Michigan Lawmakers Caught in Extramarital Affair Cover-Up and Aides Who Exposed Them Speak Out
It was late at night on May 19, 2015, when Ben Graham got a strange phone call from his boss, then-Michigan State Representative Todd Courser, asking him to come to his law office in Lapeer, Michigan, as soon as possible. Can you come to my office?'" Graham continued. Before heading out, Graham…
ABC News
Cindy Gamrat and Todd Courser were Tea Party darlings from conservative districts when they were elected to the Michigan State House of Representatives in November 2014. When the two Republican freshman reps took office on Jan. 2, 2015, they allied themselves. They combined staffs and worked out of the same office, and were said to go after just about everyone in the House, even those in their own party and the state's Republican governor.

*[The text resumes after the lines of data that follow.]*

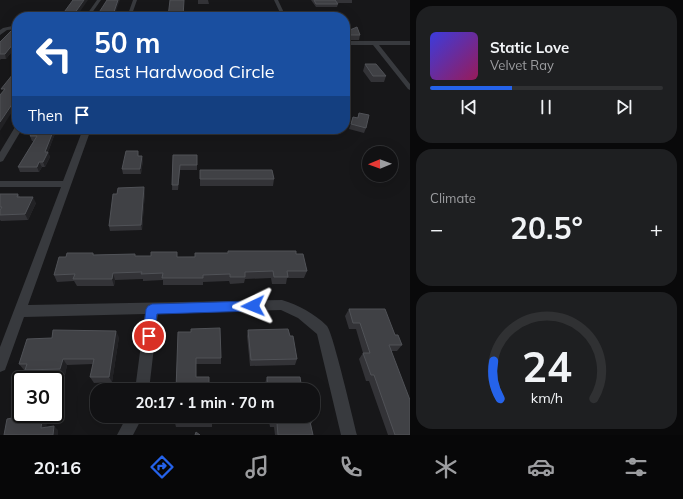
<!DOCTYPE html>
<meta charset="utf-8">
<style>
:root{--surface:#111113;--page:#1e1f21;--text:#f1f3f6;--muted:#9c9da0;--line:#303133;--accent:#2563eb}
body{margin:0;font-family:Mulish,sans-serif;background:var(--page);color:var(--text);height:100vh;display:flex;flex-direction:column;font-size:15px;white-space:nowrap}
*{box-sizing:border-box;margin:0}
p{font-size:13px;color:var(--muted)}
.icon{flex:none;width:22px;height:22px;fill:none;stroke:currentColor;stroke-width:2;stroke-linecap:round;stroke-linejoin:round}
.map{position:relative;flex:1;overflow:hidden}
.drawer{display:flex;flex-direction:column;gap:6px;padding:6px;background:#09090a;width:273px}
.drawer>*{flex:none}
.banner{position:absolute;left:12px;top:12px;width:338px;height:122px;border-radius:16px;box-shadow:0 4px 16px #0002,0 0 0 1px var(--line);background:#1a4fa0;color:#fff;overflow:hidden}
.needle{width:26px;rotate:269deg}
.controls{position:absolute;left:362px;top:146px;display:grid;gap:8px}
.controls a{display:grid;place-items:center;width:36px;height:36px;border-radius:50%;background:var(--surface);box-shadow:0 4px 16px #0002,0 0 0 1px var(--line);font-size:20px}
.speed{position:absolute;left:12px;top:371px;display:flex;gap:8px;font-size:20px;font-weight:700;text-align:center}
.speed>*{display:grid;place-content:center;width:52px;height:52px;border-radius:50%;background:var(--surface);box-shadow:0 4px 16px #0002,0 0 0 1px var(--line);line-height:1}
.speed .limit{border:2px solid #111;border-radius:6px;background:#fff;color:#111}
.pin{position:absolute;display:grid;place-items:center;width:34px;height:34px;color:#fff;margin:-17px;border:2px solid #fff;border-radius:50%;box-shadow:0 1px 4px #0007}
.me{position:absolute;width:44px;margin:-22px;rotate:268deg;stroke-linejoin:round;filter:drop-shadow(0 0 3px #0008)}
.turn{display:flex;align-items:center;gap:14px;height:84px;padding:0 16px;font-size:18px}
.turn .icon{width:52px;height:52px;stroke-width:2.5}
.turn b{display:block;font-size:28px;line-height:34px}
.then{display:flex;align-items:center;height:38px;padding:0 16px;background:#0003;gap:8px;font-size:15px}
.big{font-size:30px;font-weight:700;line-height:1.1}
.drawer .widget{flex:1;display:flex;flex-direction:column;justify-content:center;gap:6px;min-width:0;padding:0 14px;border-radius:16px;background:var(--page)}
.drawer .dial{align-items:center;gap:0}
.dial svg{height:104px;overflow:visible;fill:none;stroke:var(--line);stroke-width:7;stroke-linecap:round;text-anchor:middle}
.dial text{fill:var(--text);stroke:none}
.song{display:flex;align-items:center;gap:12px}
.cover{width:48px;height:48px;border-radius:6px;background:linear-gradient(135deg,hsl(240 70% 55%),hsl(330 70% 35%))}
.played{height:4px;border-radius:2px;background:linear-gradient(90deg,var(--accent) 35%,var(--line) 35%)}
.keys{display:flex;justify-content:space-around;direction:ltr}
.heat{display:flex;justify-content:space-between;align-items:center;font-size:22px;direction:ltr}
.trip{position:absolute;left:90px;top:383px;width:230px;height:40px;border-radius:16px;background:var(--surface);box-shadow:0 4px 16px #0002,0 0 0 1px var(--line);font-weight:700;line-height:40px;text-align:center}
.tab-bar{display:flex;height:64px;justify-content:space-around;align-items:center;background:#070708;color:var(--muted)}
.tab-bar .icon{width:28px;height:28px}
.tab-bar .selected{color:var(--accent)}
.tab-bar b{font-size:18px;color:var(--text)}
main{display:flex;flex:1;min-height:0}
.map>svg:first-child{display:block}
</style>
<main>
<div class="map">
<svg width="410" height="435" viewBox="0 0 410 435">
<rect width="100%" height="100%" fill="#171719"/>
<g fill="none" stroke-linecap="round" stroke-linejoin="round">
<!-- minor -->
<path fill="#383a3e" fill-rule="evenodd" d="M97 0H101L89 17H85Z
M133 0H137L131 17H127Z
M274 0H278L286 17H282Z
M17 25V29L7 30 0 35V30L3 28Z
M345 41H410V45H379L410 84V90L408 89 373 45H345Z
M15 127 22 129 3 161 0 162V152Z
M83 129H91L28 305 282 300C298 305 314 313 327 326 333 333 353 419 357 435H341L317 334 298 318 281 310 158 313 149 390H135L145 314 24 317 5 370 0 372V347L61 187H0V181H63Z
M127 416H143L133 435H117Z"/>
</g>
<!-- wall -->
<path fill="#333337" d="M198 0H208L209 4H198Z
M311 0H352V3H337L338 4 337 7H316Z
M17 25V45L6 59H1L0 60V42Z
M345 32 360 35 359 40H345Z
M365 64 386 76 384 82H371L363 71Z
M359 113 366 128 364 133 349 129 353 117 357 118Z
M34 129H58L54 136 48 152 50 157 45 167H42L39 172H20L18 167 34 141H32L30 136Z
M173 155H197V170H180L178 190H172Z
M139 156 143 160 141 174H123L122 169Z
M200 170 274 179 273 186H200Z
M145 192 142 230 110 231 109 226Z
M0 194H18L20 197 36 203 28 220 1 221 0 220Z
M93 253 94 255 135 254V256L178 257 296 254 307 271 304 278H287L286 284H272L271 278 245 279 244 283 230 284 229 281 203 282V285H163V280L143 281V279L115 280 114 286H77L74 281 57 282 54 275 66 257Z
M349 309 395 335 402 345 397 351H391L410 435H388L369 381H366L359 359 363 353 356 329H349L345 316Z
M248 330 290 336 297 359 295 365 250 366 247 336Z
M178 332 221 358V364H196L176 390Z
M119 337 112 382 94 383 90 377 93 364 67 365 65 375 31 376 26 370H24L19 364Z
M267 377 302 390H265V383Z
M212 416V427H176L175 423Z
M268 416H311L312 422 311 424 313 435H275L274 427H270Z"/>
<!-- shaded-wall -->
<path fill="#222225" d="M84 0H88L76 17H72Z
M118 0H120L114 17H109Z
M17 39V45L6 59 5 54Z
M17 97V104L0 131V122Z
M54 129H58L54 136 48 152 50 157 45 167 43 162 45 152Z
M142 156 143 160 141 174 140 169Z
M39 162 42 167 39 172 37 167Z
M180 165V170L178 190V185Z
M144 187 145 192 142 230 141 225Z
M33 197 36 203 28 220 25 214Z
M113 273 115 280 114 286 112 279Z
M116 331 119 337 112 382 109 377Z
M63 359 67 365 65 375 60 369Z
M43 414H48L46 432 41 428Z
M54 426 58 430V435H53Z"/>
<!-- building -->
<path fill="#404145" stroke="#505257" d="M73 0H84L72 17H24L27 15H62Z
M107 0H118L113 15 109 17H96Z
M170 0H184L183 17H168Z
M314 0H335L338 4H316Z
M17 25V39L5 54H0V42Z
M357 27 360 35H345V32Z
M365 64H376L386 76H373Z
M17 72V97L0 122V95L5 89H1L13 74H16Z
M359 113 369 115 366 128 351 124 353 117 358 118Z
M34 129H54L45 152H48L43 162H39L37 167H18L37 136H30Z
M126 151H138V156H142L140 169H122Z
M173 155H197V165H180L178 185H172Z
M200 170H272L274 179H200Z
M144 187 141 225 109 226 113 194H117L118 188Z
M0 194H18L17 197H33L25 214 0 215V210L2 207H0Z
M228 251H296V254H303L307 271H287L288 277H274L273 271 245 272V277H230V274L203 275V278H162L163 273 141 274 142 272 113 273 112 279H73L75 274 54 275 59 257H66L67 253H93V255L135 254V256H151V252H177V257H195V253H228Z
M349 309H385L395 335H398L402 345H389L410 400V435H395L374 375H371L363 353H370L360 323H353Z
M220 328 221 358H196V377H209V388H212V390H176L178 332H191V329Z
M288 329 290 336H293L297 359 251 360 248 330Z
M53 330 116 331 109 377H90L94 359H63L60 369 25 370 27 364H19L27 339 52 338Z
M267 377H300L302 390H268Z
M21 405V414H43L41 428 54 426 53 435H4L7 419 12 418 13 406Z
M175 416H212V422L175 423Z
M271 416H311L312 422H310L313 435H278L277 423H272Z
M196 432 200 435H195Z"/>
<!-- route -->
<path fill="#2563eb" stroke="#184099" d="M253 301 257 302 259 306 257 309 253 311 157 314 153 340 149 342 144 340 143 336 146 309 148 306 152 304Z"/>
</svg>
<div class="controls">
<a><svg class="needle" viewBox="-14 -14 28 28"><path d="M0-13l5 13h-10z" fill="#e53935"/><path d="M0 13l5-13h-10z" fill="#9c9da0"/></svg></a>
</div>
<div class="speed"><div class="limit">30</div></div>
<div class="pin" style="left:149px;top:336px;background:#d93025"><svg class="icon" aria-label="arrive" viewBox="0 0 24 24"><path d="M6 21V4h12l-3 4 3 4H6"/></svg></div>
<svg class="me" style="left:253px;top:306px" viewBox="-20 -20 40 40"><path d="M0-17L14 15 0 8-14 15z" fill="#2563eb" stroke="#fff" stroke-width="4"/></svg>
<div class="trip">20:17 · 1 min · 70 m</div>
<div class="banner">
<div class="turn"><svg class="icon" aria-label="left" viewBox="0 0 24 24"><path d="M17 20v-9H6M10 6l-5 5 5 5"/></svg><div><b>50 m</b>East Hardwood Circle</div></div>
<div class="then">Then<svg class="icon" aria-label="arrive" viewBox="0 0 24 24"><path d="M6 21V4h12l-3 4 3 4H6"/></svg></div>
</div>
</div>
<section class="drawer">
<div class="widget">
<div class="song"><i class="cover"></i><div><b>Static Love</b><p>Velvet Ray</p></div></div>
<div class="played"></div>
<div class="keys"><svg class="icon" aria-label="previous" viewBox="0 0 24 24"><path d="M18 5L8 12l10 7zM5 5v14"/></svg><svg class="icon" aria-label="pause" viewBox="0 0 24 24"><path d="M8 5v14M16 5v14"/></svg><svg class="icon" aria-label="next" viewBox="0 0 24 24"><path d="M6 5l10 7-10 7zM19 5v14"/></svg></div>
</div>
<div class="widget"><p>Climate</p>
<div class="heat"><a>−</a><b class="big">20.5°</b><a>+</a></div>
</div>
<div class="widget dial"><svg viewBox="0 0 100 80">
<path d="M14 69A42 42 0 1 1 86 69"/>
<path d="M14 69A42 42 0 0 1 9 40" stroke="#2563eb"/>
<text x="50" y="56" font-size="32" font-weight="700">24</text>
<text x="50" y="72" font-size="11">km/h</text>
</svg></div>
</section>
</main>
<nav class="tab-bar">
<b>20:16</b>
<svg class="icon selected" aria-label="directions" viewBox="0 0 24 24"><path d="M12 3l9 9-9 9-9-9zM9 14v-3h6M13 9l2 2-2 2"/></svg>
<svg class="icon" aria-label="music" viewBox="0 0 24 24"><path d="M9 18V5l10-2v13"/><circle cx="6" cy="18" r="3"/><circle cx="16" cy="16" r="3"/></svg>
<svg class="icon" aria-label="phone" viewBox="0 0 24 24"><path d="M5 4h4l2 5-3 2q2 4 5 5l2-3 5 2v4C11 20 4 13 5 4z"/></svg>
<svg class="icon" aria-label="climate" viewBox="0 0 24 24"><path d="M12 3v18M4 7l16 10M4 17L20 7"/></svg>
<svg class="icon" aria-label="car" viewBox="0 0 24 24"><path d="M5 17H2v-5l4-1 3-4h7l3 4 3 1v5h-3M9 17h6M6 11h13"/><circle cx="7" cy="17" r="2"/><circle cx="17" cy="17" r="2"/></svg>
<svg class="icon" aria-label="filters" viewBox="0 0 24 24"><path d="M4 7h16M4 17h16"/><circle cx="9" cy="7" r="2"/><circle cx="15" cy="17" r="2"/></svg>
</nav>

"They did not form relationships with their colleagues except for each other," said Keith Allard, a former Gamrat staffer. "Todd actually kind of declared public warfare on his colleagues, I mean, just putting out missives, trashing them left and right."
By spring 2015, the duo had alienated most of their House colleagues.
At the time Courser and Gamrat took office, Courser had been married to his wife Fon, an immigrant from Thailand, for 18 years and Gamrat married her high school sweetheart, Joe Gamrat. Courser has four children and Gamrat has three.
While in office, the two lawmakers grew close. After late-night sessions at the State House in Lansing, the two would at times spend the night at the Radisson Hotel downtown instead of making the long drive home. The aides said Courser and Gamrat routinely shrugged off questions about how much time they spent together.
"One member of our staff said to them ... 'you need to consider the optics of the situation and how much time you're spending together, the late nights in Lansing'" Allard said. "They laughed it off. They just -- it was a joke to them."
However, it turns out that Courser and Gamrat actually were involved in a love affair, despite their Christian and traditional family values beliefs.
Courser acknowledged to "20/20" that he could be viewed as a hypocrite. "Everybody would hear that I'm a believer in Christ," Courser said. "They wouldn't hear the part that I'm failed and flawed, you know, like everybody else."
The affair continued into May, when Courser said he began receiving a series of anonymous text messages threatening to expose Courser's affair with Gamrat, saying things like, "Cindy sounds like she's great in the sheets," and "Silence in this case can be VERY detrimental ... it could be disastrous, really." Courser said the texter made references to details from Courser's private phone calls and his trips. The texter had even told him his "phone was a burner" so "don't bother trying" to track it.
"They knew my emails out of my outbox, even after I changed my password," Courser said. "They knew texts from my phone."
Then the texter had told Courser he would keep quiet about their affair and "everybody off the hook ... on 1 condition. You resign Todd."